The configuration functor of a punctured space

Let $U$ be a space whose one point compactification $U^*$ is a CW-complex for which the added point $*$ is the only $0$-cell. We observe that the configuration space $Conf_n(U)$ of $n$ numbered distinct points in $U$ has no closed support homology in degree $<n$ and prove that Borel-Moore homology group $H^{cl}_n(Conf_n(U))$ depends only on the fundamental group $π_1(U^*,*)$. We describe this homology group in terms of a presentation of $π_1(U^*,*)$. A case of interest is when $U$ is a connected closed oriented surface of positive genus minus a finite nonempty set.
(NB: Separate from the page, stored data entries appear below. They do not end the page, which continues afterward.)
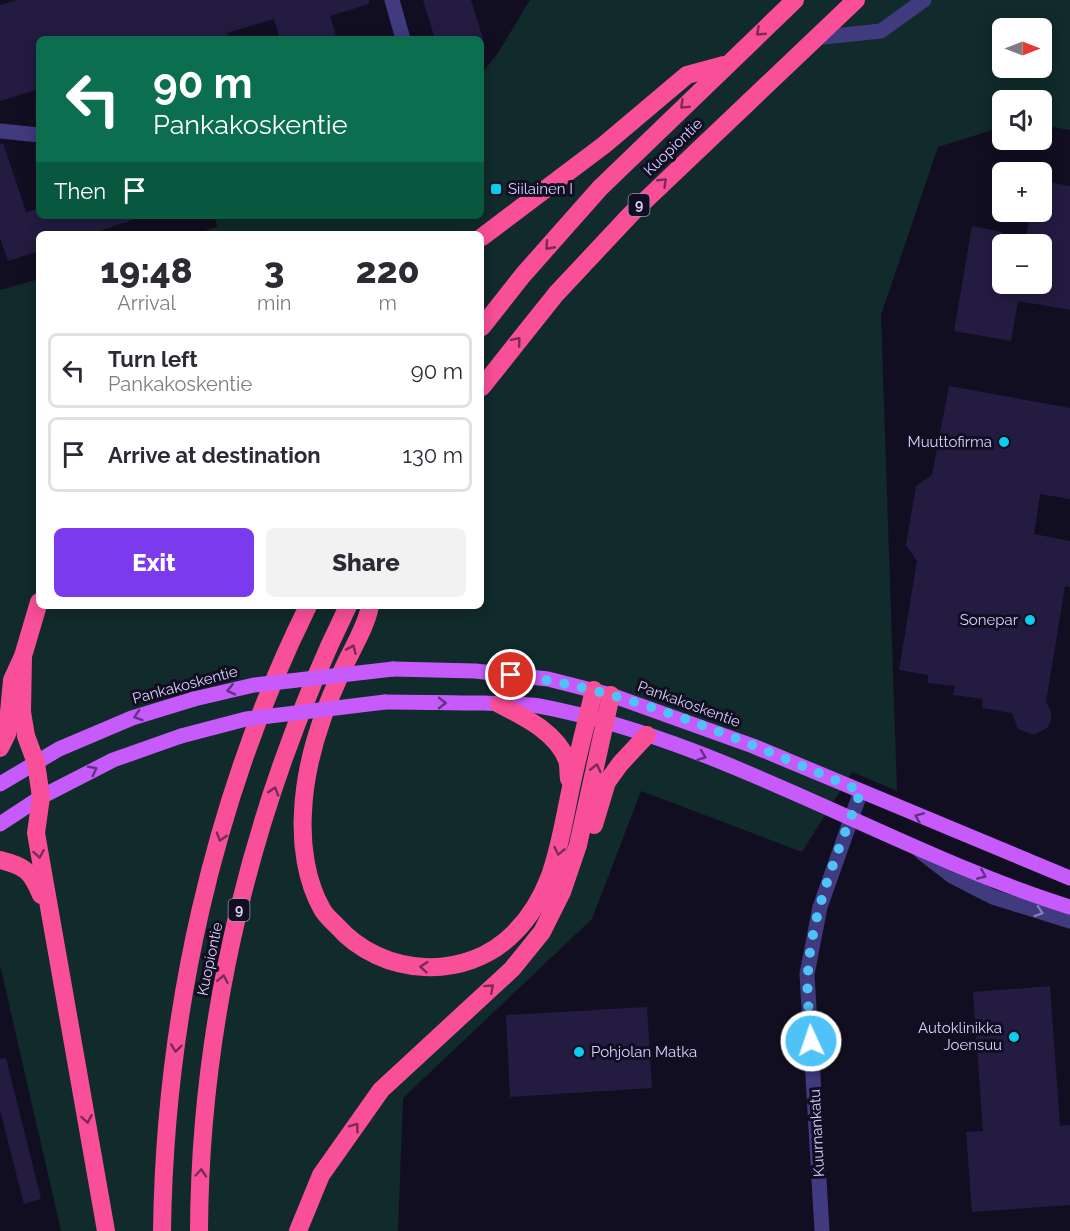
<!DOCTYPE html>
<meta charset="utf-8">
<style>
:root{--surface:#fff;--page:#f2f2f3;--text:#2b2b33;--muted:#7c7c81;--line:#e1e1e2;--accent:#7c3aed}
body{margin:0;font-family:Raleway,sans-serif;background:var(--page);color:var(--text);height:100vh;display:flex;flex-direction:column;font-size:22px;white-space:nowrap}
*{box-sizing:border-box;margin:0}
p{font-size:20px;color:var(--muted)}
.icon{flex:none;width:33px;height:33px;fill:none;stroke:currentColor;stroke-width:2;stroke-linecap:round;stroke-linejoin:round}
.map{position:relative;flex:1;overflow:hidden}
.details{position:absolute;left:36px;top:231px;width:448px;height:378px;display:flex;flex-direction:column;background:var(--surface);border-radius:9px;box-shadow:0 3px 15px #0003}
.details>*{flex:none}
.top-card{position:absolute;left:36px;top:36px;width:448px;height:183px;border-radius:9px;box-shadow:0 3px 15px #0003;background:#0b6e4f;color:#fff;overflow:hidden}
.needle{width:39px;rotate:90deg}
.controls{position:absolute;left:992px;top:18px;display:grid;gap:12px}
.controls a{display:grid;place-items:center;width:60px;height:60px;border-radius:9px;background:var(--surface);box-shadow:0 3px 15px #0003;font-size:30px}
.pin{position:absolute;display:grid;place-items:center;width:51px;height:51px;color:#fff;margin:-26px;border:3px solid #fff;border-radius:50%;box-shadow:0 2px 6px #0007}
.me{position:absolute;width:66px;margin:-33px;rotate:357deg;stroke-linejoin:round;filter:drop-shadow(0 0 4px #0008)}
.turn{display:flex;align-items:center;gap:21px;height:126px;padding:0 18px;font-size:27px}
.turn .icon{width:78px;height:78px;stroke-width:2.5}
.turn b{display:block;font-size:42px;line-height:51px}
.then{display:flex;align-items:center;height:57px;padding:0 18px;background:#0003;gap:12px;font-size:22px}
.eta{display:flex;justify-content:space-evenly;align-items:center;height:102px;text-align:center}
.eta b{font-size:36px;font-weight:800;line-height:42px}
.primary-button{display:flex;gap:12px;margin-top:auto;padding:12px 18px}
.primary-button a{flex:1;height:69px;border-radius:9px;background:var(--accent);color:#fff;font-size:24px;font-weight:800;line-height:69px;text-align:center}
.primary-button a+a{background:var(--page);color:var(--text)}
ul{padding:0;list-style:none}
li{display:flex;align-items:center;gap:18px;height:75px;margin:0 12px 9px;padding:0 6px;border:3px solid var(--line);border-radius:9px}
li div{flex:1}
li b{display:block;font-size:22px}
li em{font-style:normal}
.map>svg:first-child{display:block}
.green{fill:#112a2b;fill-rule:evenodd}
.building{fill:#241b41}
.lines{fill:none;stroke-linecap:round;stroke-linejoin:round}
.minor{stroke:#403a7f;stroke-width:15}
.major{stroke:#c65afa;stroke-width:15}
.highway{stroke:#f94e98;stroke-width:18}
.major-bridge{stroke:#c65afa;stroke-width:15}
.oneway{stroke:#7a2b57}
.oneway2{stroke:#633083}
.oneway3{stroke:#847db8}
.route{stroke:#4fc3f7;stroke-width:10;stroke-dasharray:0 18}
.poi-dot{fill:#08cff1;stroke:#120e21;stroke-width:2}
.labels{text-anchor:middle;stroke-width:6;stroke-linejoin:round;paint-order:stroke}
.shield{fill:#120e21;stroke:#9c95bc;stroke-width:1.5}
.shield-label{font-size:14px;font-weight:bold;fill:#d7cffe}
.street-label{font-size:15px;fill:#d7cffe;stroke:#120e21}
.poi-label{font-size:15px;fill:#d7cffe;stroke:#120e21;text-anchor:end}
</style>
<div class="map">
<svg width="1070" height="1231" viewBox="0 0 1070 1231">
<rect width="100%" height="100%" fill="#120e21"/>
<path class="green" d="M530 0H1070V130L1041 125V100H1002V127L938 147 881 315 897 791 852 772 802 852 641 791 592 919 403 1098 398 1231H61L0 965V290L39 279V606H482V234H194L217 227 215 216H482V73L498 53ZM1002 28H1041V68H1002Z"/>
<g class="building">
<path d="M17 0H369V4L330 16 336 35 322 39H280L274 19 227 33 229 39H39V89L0 101V5Z"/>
<path d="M423 0H471L483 39H435Z"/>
<path d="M3 143 26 212 39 208V216H135V219L90 234H39V251L8 261 0 238V144Z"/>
<path d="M1041 181 1070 186V310L1018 301 1011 341 954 331 972 226 1002 232V284H1041V244H1025L1030 212H1041Z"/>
<path d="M949 386 1070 408V499L1040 494 1034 534 1070 541V587L1065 586 1046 702 1051 712V720L1047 728 1034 735 1018 729 1012 713 982 708 983 699 953 695 955 686 928 683V675L899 670 917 561 906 545 916 486 932 475Z"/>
<path d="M1050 986 1060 1126 1070 1125V1205L972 1212 966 1132 983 1131 973 992Z"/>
<path d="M647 1007 652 1088 510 1097 506 1015Z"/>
<path d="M6 1058 41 1199 24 1204 0 1110V1059Z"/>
</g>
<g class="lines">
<g class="minor">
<path d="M392 0 403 39"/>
<path d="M814 38 881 31 924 0"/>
<path d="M0 131 39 135"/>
<path d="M921 852 952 876 993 897 1070 921"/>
<path d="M822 1231 807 974 820 907 861 791"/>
</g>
<g class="major">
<path d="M393 669 475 671 548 679 611 695 753 746 1070 878"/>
<path d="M385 702C418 702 452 703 485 703 503 704 522 703 539 706 725 741 891 851 1070 907"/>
<path d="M0 784 59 749 132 718 194 699"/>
<path d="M0 824 41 797 113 760 181 736"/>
</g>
<g class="highway">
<path d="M482 237 604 145 687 75 724 65"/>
<path d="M482 327 523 275 600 188 795 0"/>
<path d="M482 387 556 294 631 214 856 0"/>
<path d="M370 606C366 628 350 652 341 673 321 716 305 764 303 812 301 844 306 881 322 909 325 915 332 921 337 926 382 977 466 982 514 933 554 893 559 844 570 792 577 758 586 724 594 690"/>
<path d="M23 656 22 712 26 736 36 763 41 797 36 833 106 1231"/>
<path d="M499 704C524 717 556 732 567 760 569 766 568 774 569 779"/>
<path d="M0 748 7 734 12 680 23 656 39 602"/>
<path d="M594 825 607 782 620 764 647 735"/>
<path d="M0 860C25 866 31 871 41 895"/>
<path d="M162 1231C165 1017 213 798 308 606"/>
<path d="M199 1231C200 1016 254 799 348 606"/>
<path d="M298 1231 321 1175 381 1090 512 969 542 932 562 892 578 845 611 695"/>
</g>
<g class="major-bridge">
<path d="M194 699 254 685 393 669"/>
<path d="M181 736 246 719 385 702"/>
</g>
</g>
<defs><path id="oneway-chevron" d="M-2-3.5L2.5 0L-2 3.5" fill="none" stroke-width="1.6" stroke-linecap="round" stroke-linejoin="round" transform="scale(1.5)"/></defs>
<g class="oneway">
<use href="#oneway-chevron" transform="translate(760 32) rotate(137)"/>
<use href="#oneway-chevron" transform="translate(684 105) rotate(136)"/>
<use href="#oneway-chevron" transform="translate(663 182) rotate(-44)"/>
<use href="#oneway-chevron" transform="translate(549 246) rotate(132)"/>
<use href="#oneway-chevron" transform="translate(517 341) rotate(-50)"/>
<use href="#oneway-chevron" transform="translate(352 649) rotate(-66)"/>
<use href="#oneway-chevron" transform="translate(596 768) rotate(-77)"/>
<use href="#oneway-chevron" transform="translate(274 791) rotate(-73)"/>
<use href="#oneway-chevron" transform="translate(221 837) rotate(107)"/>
<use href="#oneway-chevron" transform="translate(559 851) rotate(102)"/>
<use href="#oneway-chevron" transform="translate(39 854) rotate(80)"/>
<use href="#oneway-chevron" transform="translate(424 967) rotate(-175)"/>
<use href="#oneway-chevron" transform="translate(223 979) rotate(-79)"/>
<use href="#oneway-chevron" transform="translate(490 988) rotate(-42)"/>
<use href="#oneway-chevron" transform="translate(176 1048) rotate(98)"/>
<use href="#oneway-chevron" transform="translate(87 1119) rotate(80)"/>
<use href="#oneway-chevron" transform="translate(355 1127) rotate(-54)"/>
<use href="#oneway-chevron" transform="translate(201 1173) rotate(-85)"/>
</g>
<g class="oneway2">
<use href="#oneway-chevron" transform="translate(231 690) rotate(167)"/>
<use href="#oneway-chevron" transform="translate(442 703)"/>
<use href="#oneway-chevron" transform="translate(138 716) rotate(162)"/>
<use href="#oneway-chevron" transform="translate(702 756) rotate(20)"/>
<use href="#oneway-chevron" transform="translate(93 770) rotate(-27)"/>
<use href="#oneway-chevron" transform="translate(919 817) rotate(-157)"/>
<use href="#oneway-chevron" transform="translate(982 875) rotate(23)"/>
</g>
<use class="oneway3" href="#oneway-chevron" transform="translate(1039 912) rotate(18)"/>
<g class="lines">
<path class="route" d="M511 675C633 689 749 744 861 791 839 849 812 910 808 972 806 995 810 1019 811 1041"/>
</g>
<g class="poi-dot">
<rect x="490" y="183" width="12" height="12" rx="3"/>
<circle cx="1004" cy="442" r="6"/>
<circle cx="1030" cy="620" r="6"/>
<circle cx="1014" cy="1037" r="6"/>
<circle cx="579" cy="1052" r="6"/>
</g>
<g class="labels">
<g class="shield">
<rect x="628.5" y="194" width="21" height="22" rx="4.5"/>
<rect x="228.5" y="899" width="21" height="22" rx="4.5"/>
</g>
<g class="shield-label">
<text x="639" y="210">9</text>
<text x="239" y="915">9</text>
</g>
<g class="street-label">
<text transform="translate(673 147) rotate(-44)" y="5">Kuopiontie</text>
<text transform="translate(185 685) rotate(-15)" y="5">Pankakoskentie</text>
<text transform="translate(689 704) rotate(20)" y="5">Pankakoskentie</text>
<text transform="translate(210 959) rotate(-78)" y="5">Kuopiontie</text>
<text transform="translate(817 1133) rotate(-93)" y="5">Kuurnankatu</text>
</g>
<g class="poi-label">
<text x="508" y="194" text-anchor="start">Siilainen I</text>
<text x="992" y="447">Muuttofirma</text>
<text x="1018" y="625">Sonepar</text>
<text x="1002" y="1033">Autoklinikka<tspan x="1002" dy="17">Joensuu</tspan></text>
<text x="591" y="1057" text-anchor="start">Pohjolan Matka</text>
</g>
</g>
</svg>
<div class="controls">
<a><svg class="needle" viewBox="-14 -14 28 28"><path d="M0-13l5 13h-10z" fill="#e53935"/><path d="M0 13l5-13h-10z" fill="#7c7c81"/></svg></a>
<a><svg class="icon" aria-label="sound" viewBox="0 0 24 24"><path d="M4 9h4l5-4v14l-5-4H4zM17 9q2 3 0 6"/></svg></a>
<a>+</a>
<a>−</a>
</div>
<div class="pin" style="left:511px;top:675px;background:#d93025"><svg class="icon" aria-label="arrive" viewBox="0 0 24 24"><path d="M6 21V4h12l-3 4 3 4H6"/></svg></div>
<svg class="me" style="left:811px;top:1041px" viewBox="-20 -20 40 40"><circle r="17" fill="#4fc3f7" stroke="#fff" stroke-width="3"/><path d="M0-11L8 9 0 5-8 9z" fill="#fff"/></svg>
<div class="top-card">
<div class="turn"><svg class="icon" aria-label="left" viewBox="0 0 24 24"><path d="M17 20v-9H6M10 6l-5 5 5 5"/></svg><div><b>90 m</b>Pankakoskentie</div></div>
<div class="then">Then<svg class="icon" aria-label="arrive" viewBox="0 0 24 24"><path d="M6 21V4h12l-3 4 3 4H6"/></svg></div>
</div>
<section class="details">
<div class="eta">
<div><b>19:48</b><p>Arrival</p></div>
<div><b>3</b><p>min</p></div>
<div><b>220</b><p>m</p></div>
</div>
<ul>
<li><svg class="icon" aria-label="left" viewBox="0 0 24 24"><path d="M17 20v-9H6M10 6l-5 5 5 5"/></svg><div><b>Turn left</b><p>Pankakoskentie</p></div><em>90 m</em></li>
<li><svg class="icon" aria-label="arrive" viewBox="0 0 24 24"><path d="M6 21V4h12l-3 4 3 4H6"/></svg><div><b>Arrive at destination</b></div><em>130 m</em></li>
</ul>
<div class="primary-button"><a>Exit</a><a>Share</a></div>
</section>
</div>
Then the mapping class group $Mod(U)$ of $U$ acts on both $π_1(U^*,*)$ and ${H^k}(Conf_n(U){)}\cong H^{cl}_ {2n-k}(Conf_n(U))$ and we prove that its action on the latter is through its action on the nilpotent quotient $π_1(U^*,*)/ π_1(U^*,*)^{(k+1)}$. Furthermore, we give an example of a mapping class of a once punctured closed surface $U$ which acts trivially on ${H^n}(Conf_n(U))$, but not on the nilpotent quotient $π_1(U^*,*)/ π_1(U^*,*)^{(n+1)}$. The former generalizes a theorem of Bianchi-Miller-Wilson and the latter disproves a conjecture of theirs.